HAMP is good but imper­fect, accord­ing to Mueller. For instance, it takes a year or more to process a loan mod­i­fi­ca­tion in the program.

Before HAMP, you’d go to the bank and hope for the best. There were no guide­lines,” he said. “The Obama guide­lines are straight­for­ward, but banks don’t come up with answers quickly at all. They lose half your stuff and you have to re-send it two or three times. You don’t qual­ify because they put in num­bers incor­rectly. They lose your file and you have to start over again.”

Any mis­take a bank finds along the way ends in a denial, a real­ity that puts off most peo­ple, Mueller said. His law office throws denials in the garbage and keeps going. But as months roll by, a home­owner con­tin­ues to fall fur­ther behind in mort­gage payments.

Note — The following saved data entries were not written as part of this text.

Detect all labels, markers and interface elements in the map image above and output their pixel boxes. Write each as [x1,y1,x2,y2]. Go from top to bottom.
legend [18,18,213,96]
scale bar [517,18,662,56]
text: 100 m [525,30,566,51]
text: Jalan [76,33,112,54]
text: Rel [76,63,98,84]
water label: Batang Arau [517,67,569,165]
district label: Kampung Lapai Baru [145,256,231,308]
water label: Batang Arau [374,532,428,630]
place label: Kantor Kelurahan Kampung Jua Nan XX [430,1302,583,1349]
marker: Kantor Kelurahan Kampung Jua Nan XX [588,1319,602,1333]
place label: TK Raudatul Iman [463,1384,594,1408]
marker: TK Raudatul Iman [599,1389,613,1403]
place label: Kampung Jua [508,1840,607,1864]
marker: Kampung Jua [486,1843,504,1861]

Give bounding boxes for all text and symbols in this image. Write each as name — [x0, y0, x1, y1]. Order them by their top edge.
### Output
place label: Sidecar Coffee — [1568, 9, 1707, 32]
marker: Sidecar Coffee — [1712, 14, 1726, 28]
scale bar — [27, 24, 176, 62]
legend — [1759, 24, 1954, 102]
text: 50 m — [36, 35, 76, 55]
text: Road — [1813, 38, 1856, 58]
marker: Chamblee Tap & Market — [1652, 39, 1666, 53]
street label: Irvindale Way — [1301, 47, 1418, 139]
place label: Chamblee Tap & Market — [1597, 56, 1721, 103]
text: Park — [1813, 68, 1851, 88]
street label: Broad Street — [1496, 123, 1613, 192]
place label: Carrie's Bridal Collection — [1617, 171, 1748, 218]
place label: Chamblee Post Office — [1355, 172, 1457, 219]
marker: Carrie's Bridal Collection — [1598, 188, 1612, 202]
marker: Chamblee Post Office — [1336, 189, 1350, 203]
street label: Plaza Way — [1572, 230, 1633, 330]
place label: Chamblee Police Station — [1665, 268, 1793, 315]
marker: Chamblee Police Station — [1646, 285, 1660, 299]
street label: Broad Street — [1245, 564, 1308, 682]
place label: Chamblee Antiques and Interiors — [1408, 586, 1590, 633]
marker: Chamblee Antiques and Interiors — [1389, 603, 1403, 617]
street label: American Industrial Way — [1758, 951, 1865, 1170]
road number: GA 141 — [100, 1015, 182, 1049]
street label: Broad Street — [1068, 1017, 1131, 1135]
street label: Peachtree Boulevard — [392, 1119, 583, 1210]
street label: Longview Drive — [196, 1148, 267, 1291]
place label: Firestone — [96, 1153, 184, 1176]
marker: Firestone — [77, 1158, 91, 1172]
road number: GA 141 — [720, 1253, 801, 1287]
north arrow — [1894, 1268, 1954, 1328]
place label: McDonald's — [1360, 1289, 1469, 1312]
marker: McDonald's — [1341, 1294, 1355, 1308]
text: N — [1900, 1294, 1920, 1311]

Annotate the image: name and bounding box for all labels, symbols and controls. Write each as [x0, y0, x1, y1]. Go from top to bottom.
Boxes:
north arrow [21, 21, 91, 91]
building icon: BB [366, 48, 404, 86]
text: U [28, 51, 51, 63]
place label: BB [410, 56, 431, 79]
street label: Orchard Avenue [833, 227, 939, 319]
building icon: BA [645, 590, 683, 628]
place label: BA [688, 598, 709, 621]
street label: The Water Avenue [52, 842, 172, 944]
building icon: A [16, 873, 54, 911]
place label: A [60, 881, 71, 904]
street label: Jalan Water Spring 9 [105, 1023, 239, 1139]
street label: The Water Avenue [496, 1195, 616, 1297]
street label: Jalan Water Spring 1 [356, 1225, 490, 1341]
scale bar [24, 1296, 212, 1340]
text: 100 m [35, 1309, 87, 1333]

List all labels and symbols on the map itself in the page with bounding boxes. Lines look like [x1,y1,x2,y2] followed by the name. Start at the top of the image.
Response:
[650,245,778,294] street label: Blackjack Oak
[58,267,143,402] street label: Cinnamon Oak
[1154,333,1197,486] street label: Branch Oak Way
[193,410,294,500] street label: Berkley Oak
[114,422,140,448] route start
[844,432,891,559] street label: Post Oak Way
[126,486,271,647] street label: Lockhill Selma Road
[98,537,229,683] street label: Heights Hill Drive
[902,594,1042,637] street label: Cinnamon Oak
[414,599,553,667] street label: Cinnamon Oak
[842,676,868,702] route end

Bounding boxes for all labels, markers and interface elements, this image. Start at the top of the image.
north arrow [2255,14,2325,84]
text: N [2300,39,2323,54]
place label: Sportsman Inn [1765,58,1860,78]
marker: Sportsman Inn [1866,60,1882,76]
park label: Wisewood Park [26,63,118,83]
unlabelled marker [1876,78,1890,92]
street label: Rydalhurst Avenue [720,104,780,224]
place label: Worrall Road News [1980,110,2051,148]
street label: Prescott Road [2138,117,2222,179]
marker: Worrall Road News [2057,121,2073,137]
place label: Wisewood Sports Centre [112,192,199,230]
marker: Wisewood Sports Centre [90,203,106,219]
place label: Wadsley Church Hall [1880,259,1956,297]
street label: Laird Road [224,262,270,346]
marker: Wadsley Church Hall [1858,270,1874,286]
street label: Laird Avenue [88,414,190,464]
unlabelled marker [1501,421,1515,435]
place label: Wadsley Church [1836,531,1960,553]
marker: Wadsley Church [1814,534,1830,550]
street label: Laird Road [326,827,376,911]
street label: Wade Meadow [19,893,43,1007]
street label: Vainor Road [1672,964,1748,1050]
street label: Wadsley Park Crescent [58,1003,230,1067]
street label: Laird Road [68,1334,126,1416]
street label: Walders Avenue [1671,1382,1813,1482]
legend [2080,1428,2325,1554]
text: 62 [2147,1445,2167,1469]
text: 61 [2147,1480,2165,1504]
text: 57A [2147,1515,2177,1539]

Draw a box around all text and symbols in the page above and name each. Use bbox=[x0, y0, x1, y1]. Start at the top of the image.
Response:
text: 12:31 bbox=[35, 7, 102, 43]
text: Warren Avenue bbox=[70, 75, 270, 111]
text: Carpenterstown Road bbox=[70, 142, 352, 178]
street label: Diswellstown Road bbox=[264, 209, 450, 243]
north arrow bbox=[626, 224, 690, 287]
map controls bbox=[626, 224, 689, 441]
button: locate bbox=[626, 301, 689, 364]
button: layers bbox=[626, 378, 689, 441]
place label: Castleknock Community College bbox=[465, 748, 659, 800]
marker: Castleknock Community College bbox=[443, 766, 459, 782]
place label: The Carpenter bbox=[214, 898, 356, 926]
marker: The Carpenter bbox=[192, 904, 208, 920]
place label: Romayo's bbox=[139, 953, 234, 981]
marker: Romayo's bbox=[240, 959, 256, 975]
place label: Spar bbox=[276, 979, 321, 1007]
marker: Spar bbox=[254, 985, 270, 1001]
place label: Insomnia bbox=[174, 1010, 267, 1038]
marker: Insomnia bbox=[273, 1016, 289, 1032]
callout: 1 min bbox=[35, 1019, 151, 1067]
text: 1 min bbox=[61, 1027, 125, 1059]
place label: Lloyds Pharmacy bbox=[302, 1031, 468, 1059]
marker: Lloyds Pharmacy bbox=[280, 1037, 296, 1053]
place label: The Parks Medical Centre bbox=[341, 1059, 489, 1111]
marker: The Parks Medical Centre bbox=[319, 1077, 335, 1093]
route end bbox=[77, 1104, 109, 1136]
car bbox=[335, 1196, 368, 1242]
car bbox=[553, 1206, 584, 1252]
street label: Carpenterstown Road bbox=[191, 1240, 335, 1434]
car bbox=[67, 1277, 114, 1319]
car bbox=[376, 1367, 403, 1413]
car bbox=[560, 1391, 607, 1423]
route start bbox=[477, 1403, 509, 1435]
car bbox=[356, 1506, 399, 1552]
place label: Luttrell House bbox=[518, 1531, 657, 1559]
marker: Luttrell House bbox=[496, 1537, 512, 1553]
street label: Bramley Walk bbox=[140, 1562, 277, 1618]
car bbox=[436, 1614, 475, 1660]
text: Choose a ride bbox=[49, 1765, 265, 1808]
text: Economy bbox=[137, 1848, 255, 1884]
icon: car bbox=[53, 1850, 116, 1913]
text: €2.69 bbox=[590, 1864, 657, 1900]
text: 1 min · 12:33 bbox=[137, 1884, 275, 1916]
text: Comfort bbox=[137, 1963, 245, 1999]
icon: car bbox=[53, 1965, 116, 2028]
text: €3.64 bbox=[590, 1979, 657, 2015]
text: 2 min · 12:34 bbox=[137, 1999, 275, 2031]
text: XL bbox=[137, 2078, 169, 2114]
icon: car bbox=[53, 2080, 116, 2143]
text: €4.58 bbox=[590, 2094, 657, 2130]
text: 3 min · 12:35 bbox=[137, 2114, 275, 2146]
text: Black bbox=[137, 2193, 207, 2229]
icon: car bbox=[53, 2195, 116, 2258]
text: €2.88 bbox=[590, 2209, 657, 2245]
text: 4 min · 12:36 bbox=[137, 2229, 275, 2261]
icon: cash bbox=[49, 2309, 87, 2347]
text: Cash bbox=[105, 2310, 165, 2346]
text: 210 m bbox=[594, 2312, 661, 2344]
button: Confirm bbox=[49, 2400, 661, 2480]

Banks put on a friendly face, but when you really get into the process, it’s hor­ri­ble. It’s a night­mare,” Mueller said. “Some­times a bank will actively pur­sue fore­clo­sure while the bor­rower is attempt­ing to mod­ify a loan. In that sit­u­a­tion it cer­tainly appears that the bank is not act­ing in good faith.”

One Boon­ton Town­ship home­owner who has gone through the HAMP process twice — and been rejected both times — needs no con­vinc­ing that the sys­tem is frus­trat­ing. She applied to Bank of Amer­ica because going from 8.9 per­cent on her mort­gage to 4 or 5 per­cent would have enabled her to keep her home.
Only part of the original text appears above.